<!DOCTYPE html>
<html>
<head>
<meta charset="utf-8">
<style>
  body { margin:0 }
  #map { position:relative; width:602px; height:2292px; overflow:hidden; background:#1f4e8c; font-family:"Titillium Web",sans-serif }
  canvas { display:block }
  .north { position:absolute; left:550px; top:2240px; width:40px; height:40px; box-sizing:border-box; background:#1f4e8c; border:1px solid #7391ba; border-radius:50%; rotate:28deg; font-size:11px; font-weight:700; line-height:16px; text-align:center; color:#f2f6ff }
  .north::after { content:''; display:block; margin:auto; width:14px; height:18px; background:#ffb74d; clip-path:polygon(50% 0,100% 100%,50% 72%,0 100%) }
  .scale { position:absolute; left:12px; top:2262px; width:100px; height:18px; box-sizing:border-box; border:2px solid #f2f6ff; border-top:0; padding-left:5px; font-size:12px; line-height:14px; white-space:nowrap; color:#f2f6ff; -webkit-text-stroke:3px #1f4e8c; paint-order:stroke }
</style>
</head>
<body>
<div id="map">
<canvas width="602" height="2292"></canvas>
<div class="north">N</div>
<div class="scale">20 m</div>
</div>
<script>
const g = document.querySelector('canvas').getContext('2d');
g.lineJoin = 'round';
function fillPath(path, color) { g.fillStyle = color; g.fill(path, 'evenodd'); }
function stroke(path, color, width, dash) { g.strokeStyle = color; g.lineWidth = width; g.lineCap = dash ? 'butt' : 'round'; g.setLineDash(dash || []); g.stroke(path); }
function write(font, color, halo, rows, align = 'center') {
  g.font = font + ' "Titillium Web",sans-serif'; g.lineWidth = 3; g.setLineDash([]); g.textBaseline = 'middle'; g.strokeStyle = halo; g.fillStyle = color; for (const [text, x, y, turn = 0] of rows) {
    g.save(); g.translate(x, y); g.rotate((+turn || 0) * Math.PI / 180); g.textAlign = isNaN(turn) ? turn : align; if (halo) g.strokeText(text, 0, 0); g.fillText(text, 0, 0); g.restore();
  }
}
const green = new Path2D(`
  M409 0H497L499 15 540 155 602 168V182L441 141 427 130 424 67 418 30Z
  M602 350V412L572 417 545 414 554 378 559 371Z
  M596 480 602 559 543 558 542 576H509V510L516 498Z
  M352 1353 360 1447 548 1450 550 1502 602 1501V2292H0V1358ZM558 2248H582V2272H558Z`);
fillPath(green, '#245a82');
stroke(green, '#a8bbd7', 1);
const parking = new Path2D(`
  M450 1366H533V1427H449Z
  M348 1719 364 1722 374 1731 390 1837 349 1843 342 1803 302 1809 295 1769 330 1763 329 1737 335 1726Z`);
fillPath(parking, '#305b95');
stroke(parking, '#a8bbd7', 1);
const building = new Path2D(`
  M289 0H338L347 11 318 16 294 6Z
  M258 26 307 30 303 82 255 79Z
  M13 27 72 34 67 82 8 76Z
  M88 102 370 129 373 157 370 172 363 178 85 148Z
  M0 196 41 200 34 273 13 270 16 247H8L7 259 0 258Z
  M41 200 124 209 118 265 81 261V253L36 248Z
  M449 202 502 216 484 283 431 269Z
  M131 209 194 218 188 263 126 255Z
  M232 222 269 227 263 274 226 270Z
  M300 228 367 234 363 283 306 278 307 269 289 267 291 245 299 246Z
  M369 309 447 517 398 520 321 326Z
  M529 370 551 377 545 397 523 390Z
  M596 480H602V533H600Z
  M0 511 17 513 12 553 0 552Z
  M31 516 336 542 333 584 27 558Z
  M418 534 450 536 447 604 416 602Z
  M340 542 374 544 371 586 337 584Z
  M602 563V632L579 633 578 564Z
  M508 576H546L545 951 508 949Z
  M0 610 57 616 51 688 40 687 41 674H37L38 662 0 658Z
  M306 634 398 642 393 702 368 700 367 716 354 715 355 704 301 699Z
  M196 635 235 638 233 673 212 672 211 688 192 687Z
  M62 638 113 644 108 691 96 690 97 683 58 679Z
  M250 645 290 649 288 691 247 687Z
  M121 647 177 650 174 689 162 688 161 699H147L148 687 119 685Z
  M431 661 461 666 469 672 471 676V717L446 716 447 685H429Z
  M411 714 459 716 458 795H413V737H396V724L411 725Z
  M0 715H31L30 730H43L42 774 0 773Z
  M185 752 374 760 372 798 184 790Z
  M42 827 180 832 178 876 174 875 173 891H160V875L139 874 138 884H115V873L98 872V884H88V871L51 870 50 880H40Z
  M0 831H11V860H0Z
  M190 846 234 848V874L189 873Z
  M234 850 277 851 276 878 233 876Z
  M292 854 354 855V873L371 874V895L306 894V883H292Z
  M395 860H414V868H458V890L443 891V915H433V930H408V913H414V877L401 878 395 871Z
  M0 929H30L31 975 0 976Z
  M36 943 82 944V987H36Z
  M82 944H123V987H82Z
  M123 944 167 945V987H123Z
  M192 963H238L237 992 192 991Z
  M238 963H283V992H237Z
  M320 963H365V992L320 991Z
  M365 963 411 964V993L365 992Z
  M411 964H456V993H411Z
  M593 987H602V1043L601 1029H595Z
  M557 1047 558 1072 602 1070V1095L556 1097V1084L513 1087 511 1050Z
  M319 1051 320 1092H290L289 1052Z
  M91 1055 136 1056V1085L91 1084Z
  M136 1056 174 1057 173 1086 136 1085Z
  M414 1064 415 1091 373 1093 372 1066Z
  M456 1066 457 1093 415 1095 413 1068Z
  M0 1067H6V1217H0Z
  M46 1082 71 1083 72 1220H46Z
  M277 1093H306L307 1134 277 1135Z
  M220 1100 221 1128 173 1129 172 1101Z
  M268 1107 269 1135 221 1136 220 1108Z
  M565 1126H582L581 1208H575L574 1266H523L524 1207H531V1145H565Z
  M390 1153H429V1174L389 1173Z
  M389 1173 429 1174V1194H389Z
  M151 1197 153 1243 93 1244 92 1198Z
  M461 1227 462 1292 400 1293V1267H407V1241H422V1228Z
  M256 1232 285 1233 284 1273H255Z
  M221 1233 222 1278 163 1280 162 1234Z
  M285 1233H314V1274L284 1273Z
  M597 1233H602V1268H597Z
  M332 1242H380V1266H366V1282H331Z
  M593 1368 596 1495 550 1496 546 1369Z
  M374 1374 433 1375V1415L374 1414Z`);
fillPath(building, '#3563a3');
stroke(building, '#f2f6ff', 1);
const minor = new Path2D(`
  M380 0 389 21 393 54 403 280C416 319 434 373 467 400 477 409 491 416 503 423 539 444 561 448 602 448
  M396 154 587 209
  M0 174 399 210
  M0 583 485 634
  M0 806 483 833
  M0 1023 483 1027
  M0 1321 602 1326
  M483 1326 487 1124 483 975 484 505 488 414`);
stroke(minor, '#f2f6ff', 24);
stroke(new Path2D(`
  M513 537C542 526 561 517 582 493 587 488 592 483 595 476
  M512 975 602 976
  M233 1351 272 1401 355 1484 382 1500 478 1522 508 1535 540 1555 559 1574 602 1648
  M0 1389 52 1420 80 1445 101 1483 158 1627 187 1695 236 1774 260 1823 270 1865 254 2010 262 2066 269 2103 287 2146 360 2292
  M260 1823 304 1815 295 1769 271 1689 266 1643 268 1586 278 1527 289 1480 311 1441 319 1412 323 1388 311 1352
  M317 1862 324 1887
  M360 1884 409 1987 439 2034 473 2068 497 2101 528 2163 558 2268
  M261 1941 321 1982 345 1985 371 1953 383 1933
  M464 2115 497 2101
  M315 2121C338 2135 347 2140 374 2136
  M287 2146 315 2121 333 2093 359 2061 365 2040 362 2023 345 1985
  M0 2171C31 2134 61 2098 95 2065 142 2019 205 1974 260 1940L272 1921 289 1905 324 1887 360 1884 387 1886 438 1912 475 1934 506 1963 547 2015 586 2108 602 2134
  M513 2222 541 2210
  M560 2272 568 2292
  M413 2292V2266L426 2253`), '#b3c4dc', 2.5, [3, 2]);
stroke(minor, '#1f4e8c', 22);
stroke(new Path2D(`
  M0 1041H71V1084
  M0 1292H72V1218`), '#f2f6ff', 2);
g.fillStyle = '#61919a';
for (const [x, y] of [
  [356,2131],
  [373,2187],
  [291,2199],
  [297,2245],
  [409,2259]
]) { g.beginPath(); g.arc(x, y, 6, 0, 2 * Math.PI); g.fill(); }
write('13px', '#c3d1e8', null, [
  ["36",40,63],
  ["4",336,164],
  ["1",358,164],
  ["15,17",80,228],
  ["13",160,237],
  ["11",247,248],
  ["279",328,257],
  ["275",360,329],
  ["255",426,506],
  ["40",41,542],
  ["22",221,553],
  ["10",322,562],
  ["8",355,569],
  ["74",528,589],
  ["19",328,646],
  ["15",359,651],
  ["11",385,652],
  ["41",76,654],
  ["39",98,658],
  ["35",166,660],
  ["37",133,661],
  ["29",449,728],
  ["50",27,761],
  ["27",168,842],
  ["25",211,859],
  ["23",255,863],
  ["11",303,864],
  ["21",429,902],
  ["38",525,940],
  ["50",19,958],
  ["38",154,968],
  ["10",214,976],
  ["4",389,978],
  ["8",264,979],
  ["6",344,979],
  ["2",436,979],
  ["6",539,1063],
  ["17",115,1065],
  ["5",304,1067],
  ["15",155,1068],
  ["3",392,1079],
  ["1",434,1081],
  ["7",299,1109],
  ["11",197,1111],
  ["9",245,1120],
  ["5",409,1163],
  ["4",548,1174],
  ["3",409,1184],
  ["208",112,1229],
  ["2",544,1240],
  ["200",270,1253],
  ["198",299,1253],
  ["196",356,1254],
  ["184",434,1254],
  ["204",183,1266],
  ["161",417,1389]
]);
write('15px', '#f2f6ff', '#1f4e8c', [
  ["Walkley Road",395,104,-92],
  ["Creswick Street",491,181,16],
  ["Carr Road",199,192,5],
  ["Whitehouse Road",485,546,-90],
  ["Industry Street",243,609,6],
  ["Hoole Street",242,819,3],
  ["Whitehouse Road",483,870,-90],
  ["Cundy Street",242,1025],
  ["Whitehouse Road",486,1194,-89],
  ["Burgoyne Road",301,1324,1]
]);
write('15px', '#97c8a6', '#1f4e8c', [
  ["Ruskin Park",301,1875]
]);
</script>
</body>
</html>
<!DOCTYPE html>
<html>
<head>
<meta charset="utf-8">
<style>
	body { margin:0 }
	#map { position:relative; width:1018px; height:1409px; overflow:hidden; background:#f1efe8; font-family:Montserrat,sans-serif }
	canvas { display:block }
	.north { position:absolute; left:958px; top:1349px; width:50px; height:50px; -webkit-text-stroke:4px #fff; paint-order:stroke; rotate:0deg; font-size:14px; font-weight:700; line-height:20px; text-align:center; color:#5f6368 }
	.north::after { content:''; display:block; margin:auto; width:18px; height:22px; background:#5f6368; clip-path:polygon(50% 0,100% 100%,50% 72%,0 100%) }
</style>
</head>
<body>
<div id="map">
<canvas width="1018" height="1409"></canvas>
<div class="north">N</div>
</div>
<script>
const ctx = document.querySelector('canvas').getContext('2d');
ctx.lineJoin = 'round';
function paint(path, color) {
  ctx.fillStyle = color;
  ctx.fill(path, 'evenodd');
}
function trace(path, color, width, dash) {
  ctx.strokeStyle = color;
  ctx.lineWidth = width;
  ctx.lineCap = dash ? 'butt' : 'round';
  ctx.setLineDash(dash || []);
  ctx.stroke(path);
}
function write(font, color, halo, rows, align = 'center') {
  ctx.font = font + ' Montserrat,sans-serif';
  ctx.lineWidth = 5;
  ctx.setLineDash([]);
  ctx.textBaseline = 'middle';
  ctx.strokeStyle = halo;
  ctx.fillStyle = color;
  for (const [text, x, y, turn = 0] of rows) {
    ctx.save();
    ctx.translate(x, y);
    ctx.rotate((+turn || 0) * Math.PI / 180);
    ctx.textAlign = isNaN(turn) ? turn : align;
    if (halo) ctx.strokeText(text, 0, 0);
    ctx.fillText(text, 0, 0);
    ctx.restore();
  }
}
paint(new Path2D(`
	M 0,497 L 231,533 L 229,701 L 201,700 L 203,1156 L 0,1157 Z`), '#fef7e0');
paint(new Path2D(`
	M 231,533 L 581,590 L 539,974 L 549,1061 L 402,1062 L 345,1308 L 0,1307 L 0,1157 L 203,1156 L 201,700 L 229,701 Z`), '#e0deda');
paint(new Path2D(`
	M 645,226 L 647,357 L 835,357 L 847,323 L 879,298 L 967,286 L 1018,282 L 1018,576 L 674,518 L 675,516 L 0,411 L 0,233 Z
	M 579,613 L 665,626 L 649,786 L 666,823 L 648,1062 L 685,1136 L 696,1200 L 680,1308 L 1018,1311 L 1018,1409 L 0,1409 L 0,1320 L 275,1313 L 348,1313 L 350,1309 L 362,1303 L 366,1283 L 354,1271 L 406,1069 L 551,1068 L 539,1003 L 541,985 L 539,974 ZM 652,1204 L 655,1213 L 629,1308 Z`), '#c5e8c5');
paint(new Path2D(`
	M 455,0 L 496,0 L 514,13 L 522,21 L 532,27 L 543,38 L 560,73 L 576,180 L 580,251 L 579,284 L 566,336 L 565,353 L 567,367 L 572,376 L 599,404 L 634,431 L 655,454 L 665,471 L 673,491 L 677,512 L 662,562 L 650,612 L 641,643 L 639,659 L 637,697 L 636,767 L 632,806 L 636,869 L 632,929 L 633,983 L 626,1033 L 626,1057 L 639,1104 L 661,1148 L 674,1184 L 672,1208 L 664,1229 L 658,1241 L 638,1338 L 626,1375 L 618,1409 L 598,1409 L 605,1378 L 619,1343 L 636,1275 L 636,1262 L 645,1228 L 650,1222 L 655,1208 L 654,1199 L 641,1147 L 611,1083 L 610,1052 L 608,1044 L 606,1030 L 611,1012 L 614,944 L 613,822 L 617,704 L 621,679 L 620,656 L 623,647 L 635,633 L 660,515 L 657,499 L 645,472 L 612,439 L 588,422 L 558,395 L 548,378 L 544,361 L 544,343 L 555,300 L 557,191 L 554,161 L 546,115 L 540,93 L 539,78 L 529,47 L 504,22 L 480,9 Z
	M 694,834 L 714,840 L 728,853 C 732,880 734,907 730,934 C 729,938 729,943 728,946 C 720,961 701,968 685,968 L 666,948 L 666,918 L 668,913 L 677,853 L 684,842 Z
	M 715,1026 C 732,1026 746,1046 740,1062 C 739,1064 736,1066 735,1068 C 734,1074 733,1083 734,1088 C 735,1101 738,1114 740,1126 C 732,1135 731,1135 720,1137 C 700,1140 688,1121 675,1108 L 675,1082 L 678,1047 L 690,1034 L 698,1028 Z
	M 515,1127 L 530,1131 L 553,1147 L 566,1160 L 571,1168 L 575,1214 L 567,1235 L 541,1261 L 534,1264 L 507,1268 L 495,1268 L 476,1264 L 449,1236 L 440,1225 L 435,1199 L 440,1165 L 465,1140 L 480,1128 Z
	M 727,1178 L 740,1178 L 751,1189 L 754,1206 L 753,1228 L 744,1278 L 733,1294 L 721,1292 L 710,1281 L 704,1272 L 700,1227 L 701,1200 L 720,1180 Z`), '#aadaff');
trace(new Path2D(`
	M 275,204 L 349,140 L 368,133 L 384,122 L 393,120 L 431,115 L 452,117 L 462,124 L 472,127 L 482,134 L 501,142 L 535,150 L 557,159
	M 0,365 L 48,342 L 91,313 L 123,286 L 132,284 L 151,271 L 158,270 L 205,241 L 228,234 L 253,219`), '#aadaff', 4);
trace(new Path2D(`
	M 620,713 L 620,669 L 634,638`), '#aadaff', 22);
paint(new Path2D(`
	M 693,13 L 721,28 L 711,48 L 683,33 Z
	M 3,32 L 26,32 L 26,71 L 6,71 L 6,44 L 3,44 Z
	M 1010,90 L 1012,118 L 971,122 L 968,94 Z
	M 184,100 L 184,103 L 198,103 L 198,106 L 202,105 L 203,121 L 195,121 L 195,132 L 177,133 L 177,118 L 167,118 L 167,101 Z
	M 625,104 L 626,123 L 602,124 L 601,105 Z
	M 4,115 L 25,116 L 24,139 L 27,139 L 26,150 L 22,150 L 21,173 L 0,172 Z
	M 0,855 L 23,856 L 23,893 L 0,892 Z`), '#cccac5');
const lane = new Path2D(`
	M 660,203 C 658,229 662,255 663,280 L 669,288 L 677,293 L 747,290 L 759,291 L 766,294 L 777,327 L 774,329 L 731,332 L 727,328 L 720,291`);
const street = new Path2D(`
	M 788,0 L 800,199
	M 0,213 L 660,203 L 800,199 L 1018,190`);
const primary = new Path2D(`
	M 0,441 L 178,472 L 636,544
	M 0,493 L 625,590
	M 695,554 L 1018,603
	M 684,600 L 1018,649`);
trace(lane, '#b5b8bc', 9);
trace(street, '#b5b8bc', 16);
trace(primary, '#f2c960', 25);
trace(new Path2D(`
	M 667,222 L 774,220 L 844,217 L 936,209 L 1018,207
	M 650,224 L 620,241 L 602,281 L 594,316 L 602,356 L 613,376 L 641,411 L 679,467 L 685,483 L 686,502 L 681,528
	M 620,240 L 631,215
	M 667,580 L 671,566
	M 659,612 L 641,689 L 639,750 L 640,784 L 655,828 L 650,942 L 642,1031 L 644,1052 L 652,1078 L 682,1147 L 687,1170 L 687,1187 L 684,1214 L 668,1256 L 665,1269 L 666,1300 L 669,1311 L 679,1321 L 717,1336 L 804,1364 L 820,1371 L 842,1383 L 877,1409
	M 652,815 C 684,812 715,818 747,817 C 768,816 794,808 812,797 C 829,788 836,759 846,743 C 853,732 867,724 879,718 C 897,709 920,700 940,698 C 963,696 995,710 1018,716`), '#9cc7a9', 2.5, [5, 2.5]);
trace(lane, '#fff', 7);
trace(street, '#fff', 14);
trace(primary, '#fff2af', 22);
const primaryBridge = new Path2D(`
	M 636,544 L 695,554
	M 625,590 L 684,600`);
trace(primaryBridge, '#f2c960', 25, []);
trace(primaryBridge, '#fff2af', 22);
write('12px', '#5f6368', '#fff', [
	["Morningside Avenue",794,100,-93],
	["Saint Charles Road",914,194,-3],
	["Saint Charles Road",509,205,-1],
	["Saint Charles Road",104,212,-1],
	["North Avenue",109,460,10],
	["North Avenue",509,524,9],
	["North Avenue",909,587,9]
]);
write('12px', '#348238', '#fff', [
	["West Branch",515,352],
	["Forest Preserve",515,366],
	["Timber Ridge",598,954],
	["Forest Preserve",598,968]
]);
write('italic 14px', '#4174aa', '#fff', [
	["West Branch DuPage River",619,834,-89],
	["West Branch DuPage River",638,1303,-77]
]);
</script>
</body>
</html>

### Exercise prompt
All that is wanted is the stretch of lines above from the one containing "ctx.lineWidth = 5;" through the one containing "ctx.textAlign = isNaN(turn)", duplicated exactly.

### Exercise result
  ctx.lineWidth = 5;
  ctx.setLineDash([]);
  ctx.textBaseline = 'middle';
  ctx.strokeStyle = halo;
  ctx.fillStyle = color;
  for (const [text, x, y, turn = 0] of rows) {
    ctx.save();
    ctx.translate(x, y);
    ctx.rotate((+turn || 0) * Math.PI / 180);
    ctx.textAlign = isNaN(turn) ? turn : align;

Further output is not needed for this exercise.